Coupa Software’s platform helps enterprises keep a tab on daily expenditures. Per Techcrunch, the company claims to have saved their customers- which include the likes of Molina Healthcare and Staples – almost $8 billion.

Coupa Software is well positioned to benefit from the strong growth prospect of the spend management software market, which is estimated to be worth $16 billion in 2016. Per IDC the global market for procurement and invoicing applications will reach $4.3 billion in 2016 and will grow to $5.3 billion by 2019.

However, the market is dominated by more established players like Oracle (ORCL - Free Report) and SAP AG (SAP - Free Report) , which is a significant headwind for Coupa Software. We note that the company is yet to report profits, although revenues surged 64.6% to $83.7 million in fiscal 2016.

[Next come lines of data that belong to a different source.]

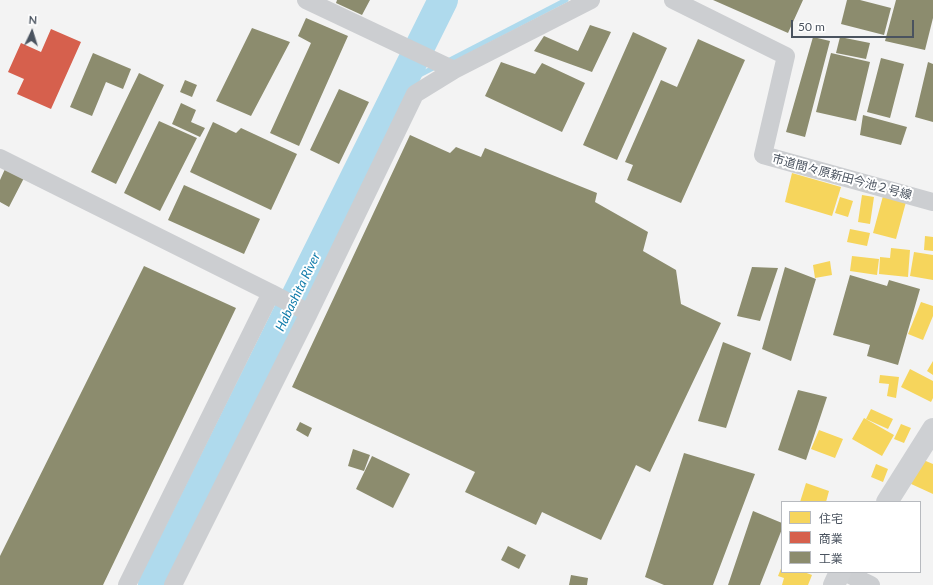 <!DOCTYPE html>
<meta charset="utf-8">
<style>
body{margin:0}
#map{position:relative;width:933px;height:585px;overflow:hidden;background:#f3f3f3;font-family:Lato,"Noto Sans JP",sans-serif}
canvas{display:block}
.legend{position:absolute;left:781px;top:501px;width:140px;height:72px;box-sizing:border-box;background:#fff;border:1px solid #b7babf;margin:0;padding:5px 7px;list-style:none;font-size:12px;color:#4a535f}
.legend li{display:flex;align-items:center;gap:8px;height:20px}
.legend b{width:20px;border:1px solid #b7babf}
.north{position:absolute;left:12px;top:12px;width:40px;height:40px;-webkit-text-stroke:3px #fff;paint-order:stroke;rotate:4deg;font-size:11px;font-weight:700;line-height:16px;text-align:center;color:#4a535f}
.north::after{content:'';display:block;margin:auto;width:14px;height:18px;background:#4a535f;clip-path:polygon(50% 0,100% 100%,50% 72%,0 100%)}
.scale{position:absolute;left:791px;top:20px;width:123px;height:18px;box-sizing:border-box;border:2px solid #4a535f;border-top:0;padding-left:5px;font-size:12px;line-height:14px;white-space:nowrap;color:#4a535f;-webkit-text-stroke:3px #fff;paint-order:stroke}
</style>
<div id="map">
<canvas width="933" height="585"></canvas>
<ul class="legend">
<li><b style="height:11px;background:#f6d55c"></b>住宅</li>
<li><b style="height:11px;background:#d6604d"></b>商業</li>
<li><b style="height:11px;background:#8c8c6e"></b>工業</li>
</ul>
<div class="north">N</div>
<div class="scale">50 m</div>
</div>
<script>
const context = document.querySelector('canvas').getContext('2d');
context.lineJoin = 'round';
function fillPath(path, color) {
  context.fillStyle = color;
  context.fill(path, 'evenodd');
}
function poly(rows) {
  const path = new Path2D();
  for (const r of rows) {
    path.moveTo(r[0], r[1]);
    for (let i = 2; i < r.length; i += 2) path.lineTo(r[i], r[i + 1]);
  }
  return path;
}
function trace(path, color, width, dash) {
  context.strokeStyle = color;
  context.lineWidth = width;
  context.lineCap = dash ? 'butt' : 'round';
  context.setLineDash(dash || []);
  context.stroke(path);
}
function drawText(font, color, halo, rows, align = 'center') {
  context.font = font + ' Lato,"Noto Sans JP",sans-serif';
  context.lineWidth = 4;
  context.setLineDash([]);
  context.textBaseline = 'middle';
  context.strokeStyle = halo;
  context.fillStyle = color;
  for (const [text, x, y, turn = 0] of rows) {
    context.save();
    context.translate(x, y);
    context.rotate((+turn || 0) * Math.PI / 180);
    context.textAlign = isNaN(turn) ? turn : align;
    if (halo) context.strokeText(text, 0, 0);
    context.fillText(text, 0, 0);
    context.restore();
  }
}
const homes = poly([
 [792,173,841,187,832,216,785,202],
 [862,195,874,197,870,224,858,222],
 [883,196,906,202,896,239,873,233],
 [840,197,853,201,848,217,835,213],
 [850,229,870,233,867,246,847,242],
 [925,236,933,237,933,251,924,250],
 [891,248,910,250,908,277,879,274,880,257,890,258],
 [914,252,933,255,933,280,910,276],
 [852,256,879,259,877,275,850,271],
 [830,261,832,275,815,278,813,265],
 [921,302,933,306,933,316,923,340,908,334],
 [933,361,933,375,927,371],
 [910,369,933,381,933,398,931,402,901,387],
 [880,375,899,377,896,398,887,396,889,384,879,383],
 [871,409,893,419,888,429,866,419],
 [864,418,894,435,882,456,852,439],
 [901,424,911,428,904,443,894,439],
 [819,430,843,439,835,458,811,449],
 [921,459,933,464,933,494,909,483],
 [876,464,888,469,883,482,871,477],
 [806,483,829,491,826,502,800,502],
 [782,566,782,572,804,572,812,575,808,585,782,585,784,578,778,576]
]);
const shops = poly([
 [51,29,81,42,51,109,17,94,24,79,8,72,21,43,41,52]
]);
const industry = poly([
 [337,0,370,0,362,15,336,3],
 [713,0,803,0,788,33],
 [847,0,860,0,891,8,884,35,841,24],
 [896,0,933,0,933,18,925,50,885,41],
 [306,18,348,36,299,146,270,133,311,43,298,36],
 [590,25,611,32,592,72,534,51,544,36,578,51],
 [252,28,290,42,251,116,216,101],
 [633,32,667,48,617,160,583,145],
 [813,37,830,41,805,137,786,132],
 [840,37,870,43,866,59,836,53],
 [698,39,745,60,681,203,627,180,633,165,625,162,661,80,677,87],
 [93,53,131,69,123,89,106,82,92,116,70,107],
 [831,53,870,62,856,121,816,112],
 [881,58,904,64,890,118,867,112],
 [501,62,535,74,542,63,585,83,562,132,485,96],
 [928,62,933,64,933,122,915,117],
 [139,73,164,85,116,184,91,172],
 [185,80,197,85,192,97,180,92],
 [339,89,369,102,339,164,310,150],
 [181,103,196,110,191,122,205,128,200,137,172,124],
 [863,115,907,127,901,145,860,135],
 [159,121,197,138,160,211,124,193],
 [213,122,236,133,241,128,297,154,271,210,190,172],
 [410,135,450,153,456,147,481,157,485,148,597,193,595,202,648,232,643,251,676,270,681,304,721,323,650,472,636,465,601,540,542,512,536,525,465,492,475,472,292,387],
 [5,169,24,178,9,207,0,202,0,180],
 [184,185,260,219,244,254,168,220],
 [144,266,236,308,103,585,0,585,0,556],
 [752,267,778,268,760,321,737,316],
 [785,267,816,279,791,361,762,349],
 [850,275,887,286,889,280,920,289,898,365,867,356,870,345,833,335],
 [723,342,751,353,726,428,698,421],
 [798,390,827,397,806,460,778,450],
 [300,422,312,428,308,437,296,430],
 [353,449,370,455,364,471,348,466],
 [684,453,755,474,713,585,664,585,645,577],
 [372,456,410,474,393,508,356,489],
 [753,511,782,523,782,529,760,585,728,585],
 [508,546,526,555,519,569,501,560],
 [571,575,588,578,587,585,569,585]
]);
const stream = poly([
 [446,62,566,0],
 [402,84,437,66]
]);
const river = poly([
 [153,585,443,0]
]);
const street = poly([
 [306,0,454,70,591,0],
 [673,0,786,56,763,155,933,202],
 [0,158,271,293,309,313],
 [844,572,871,585],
 [127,585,271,293],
 [173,585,309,313,415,94,454,70]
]);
const secondary = poly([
 [887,502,933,429],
 [834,585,840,572]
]);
const streetNames = [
 ["市道間々原新田今池２号線",842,177,15]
];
const waterNames = [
 ["Habashita River",298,292,-64]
];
fillPath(homes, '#f6d55c');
fillPath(shops, '#d6604d');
fillPath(industry, '#8c8c6e');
trace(stream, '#afdaed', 5);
trace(river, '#afdaed', 30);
trace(street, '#ccced1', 18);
trace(secondary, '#ced0d3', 22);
drawText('12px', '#4a535f', '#fff', streetNames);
drawText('italic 13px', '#117cab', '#fff', waterNames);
</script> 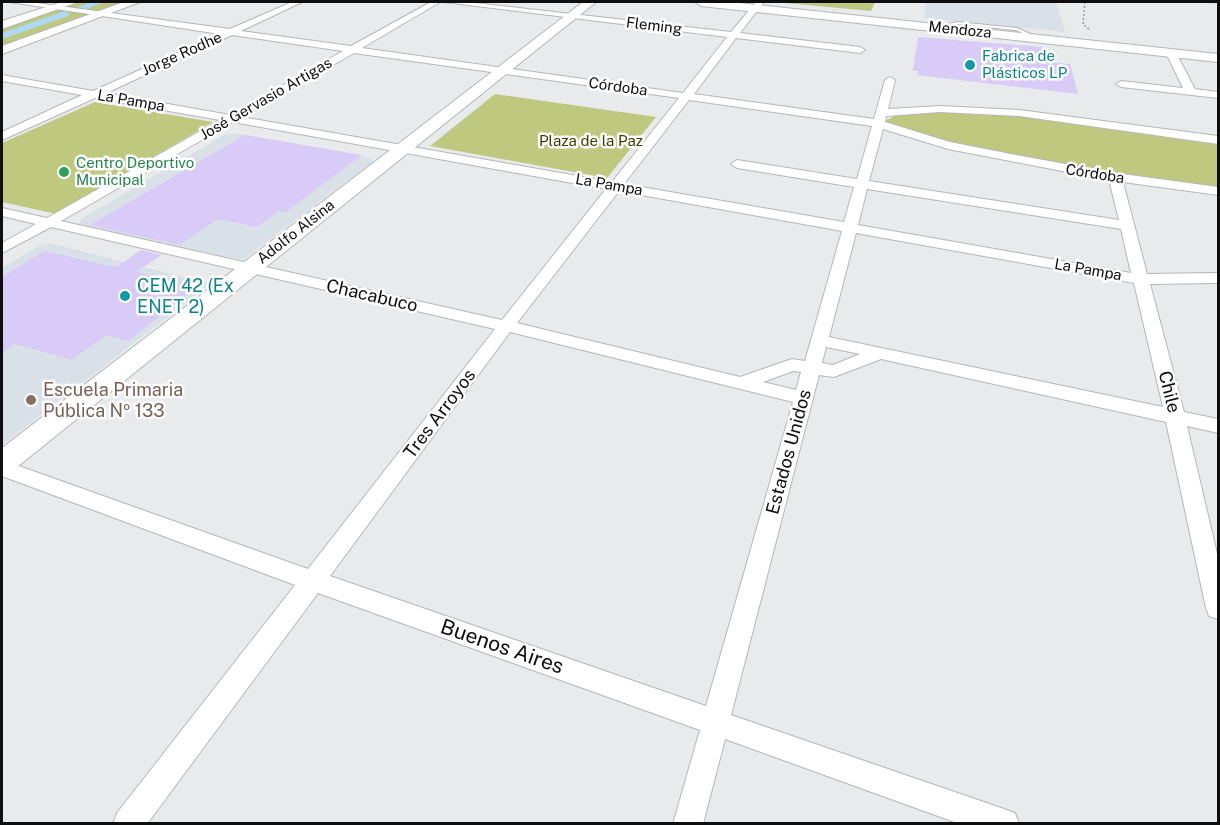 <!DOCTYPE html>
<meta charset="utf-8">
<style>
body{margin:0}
#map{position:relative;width:1220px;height:825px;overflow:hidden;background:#e9eaec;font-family:"Public Sans",sans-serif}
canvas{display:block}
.frame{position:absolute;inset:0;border:3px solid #0e0e0f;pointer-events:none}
</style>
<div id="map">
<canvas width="1220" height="825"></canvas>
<div class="frame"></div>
</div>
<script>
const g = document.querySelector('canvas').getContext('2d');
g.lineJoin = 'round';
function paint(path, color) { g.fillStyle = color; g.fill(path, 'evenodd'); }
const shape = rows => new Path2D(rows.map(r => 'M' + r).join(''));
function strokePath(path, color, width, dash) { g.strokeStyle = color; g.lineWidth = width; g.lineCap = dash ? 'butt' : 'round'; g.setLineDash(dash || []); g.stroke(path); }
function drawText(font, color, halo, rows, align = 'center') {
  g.font = font + ' "Public Sans",sans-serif'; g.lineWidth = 5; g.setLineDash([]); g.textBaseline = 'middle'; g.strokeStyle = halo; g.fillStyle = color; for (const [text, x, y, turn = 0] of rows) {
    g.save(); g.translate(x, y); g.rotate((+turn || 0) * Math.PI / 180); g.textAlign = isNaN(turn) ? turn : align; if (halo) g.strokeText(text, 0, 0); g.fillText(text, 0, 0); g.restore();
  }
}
paint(shape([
 [926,2,1056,2,1065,32,924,18],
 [234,133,368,157,374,161,245,258,237,259,79,225,81,219,224,135],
 [50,243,206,283,205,288,2,445,2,268,39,246]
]), '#d9e0e7');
paint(shape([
 [77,2,126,2,2,47,2,28],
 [775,2,875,2,871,11],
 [495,94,656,117,607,178,430,146],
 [95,102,213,122,56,214,2,202,2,143],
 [920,110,1020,114,1218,141,1218,189,1115,177,948,144,885,121,902,112]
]), '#bec97f');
paint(shape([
 [92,2,105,2,83,10,78,7,92,2],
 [65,11,70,14,68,16,2,39,2,33,65,11]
]), '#afd8f7');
paint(shape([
 [918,37,1042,47,1044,62,1070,64,1078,94,917,75,918,71,913,71],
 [245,135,362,155,286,212,279,211,257,227,218,219,180,245,90,225],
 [141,250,162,255,136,272,198,286,128,341,106,335,72,360,15,344,2,353,2,277,44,251,116,267]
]), '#d9cbf7');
const lane = shape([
 [957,22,1017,28,1039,38,1035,39,1016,30,957,24,937,28,935,27,957,22]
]);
const street = shape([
 [10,2,29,2,230,29,292,2,302,2,241,31,351,46,431,2,440,2,362,48,683,93,727,37,444,2,466,2,731,32,756,2,764,2,740,33,860,47,865,50,860,53,736,38,694,94,874,119,885,80,890,77,895,80,888,109,940,106,1019,110,1218,136,1218,144,1019,116,940,112,886,116,885,122,950,142,1016,155,1115,173,1218,187,1218,195,1123,182,1147,274,1218,273,1218,283,1150,284,1184,412,1218,419,1218,433,1187,426,1218,558,1218,619,1209,616,1206,608,1166,422,881,359,834,377,819,375,731,715,1004,809,1015,813,1019,824,960,824,725,739,703,824,673,824,700,730,318,593,147,824,113,824,117,813,295,585,2,476,2,460,308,569,495,329,51,227,2,253,2,243,36,224,2,216,2,208,47,218,220,120,95,98,2,140,2,132,82,95,2,81,2,75,93,91,220,34,10,2],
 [232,35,343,51,230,115,106,93,232,35],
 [354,53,679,98,612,182,242,117,354,53],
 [689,100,872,126,857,179,737,160,731,164,737,168,854,187,844,222,624,184,689,100],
 [233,122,606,189,502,320,61,221,233,122],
 [883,129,948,149,1109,180,1119,220,869,181,883,129],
 [867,189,1121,229,1131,273,858,225,867,189],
 [619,191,842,231,805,361,792,359,740,377,517,323,619,191],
 [856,233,1134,283,1163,407,829,337,856,233],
 [510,332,793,402,706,706,330,576,510,332],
 [826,347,860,354,833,365,822,363,826,347],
 [793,371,801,372,796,390,763,382,793,371],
 [1171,50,1176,53,1195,89,1218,92,1218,98,1121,87,1116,84,1121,81,1183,88,1166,53,1171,50]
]);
const secondary = shape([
 [62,2,78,2,2,29,2,21,62,2],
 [124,2,140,2,2,54,2,46,124,2],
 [583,2,596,2,12,471,2,474,2,448,583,2],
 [695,2,729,2,1218,54,1218,62,701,6,695,2]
]);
strokePath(lane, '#b5b6b8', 2);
strokePath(street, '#b5b6b8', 2);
strokePath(secondary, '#b5b6b8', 2);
strokePath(shape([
 [1085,2,1083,24,1090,30],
 [1201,2,1218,3]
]), '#99999b', 1.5, [2, 2]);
paint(lane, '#fff');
paint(street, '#fff');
paint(secondary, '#fff');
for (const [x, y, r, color] of [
 [970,65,6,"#0f9aa8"],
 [64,172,6,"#2e9e5b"],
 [125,296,6,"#0f9aa8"],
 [31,400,6,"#8d6e63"]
]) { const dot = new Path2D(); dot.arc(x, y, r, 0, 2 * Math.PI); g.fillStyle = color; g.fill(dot); strokePath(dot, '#fff', 2); }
drawText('15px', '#0e0e0f', '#fff', [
 ["Fleming",654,26,7],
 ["Mendoza",960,30,6],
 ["Jorge Rodhe",182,54,-24],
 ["Córdoba",618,87,8],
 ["José Gervasio Artigas",266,99,-30],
 ["La Pampa",131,101,10],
 ["Córdoba",1095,174,9],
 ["La Pampa",609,185,10],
 ["Adolfo Alsina",296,232,-38],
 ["La Pampa",1088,270,10]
]);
drawText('15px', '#0d838f', '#fff', [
 ["Fabrica de",982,56],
 ["Plásticos LP",982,73]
], 'left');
drawText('15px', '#393f00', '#fff', [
 ["Plaza de la Paz",591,141]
]);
drawText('15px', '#27864d', '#fff', [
 ["Centro Deportivo",76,163],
 ["Municipal",76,180]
], 'left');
drawText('18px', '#0d838f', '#fff', [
 ["CEM 42 (Ex",137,286],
 ["ENET 2)",137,307]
], 'left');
drawText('18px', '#0e0e0f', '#fff', [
 ["Chacabuco",372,296,13],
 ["Chile",1169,392,76],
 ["Tres Arroyos",440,414,-53],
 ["Estados Unidos",789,452,-75]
]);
drawText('18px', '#785e54', '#fff', [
 ["Escuela Primaria",43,390],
 ["Pública Nº 133",43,411]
], 'left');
drawText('21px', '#0e0e0f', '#fff', [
 ["Buenos Aires",502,647,19]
]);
</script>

Coupa to Gain from a Rebounding IPO Market

After a weak first half of 2016, the technology IPO market has rebounded strongly over the last couple of months. The recovery was primarily led by the likes of Acacia Communications and Twilio (TWLO - Free Report) .

Per data available from Renaissance Capital, Acacia, which has a Zacks Rank #2 (Buy), is the most successful IPO in terms of returns (almost 393.7%) over the last 12 months. You can see the complete list of today’s Zacks #1 (Strong Buy) Rank stocks here.

Radio-frequency identification tag provider Impinj and Big Data software developer Talend were some other successful names. Last week, hyperconverged integrated systems (HCIS) provider Nutanix soared 133% on its debut.

We expect Coupa Software’s IPO to benefit from the recovering technology market.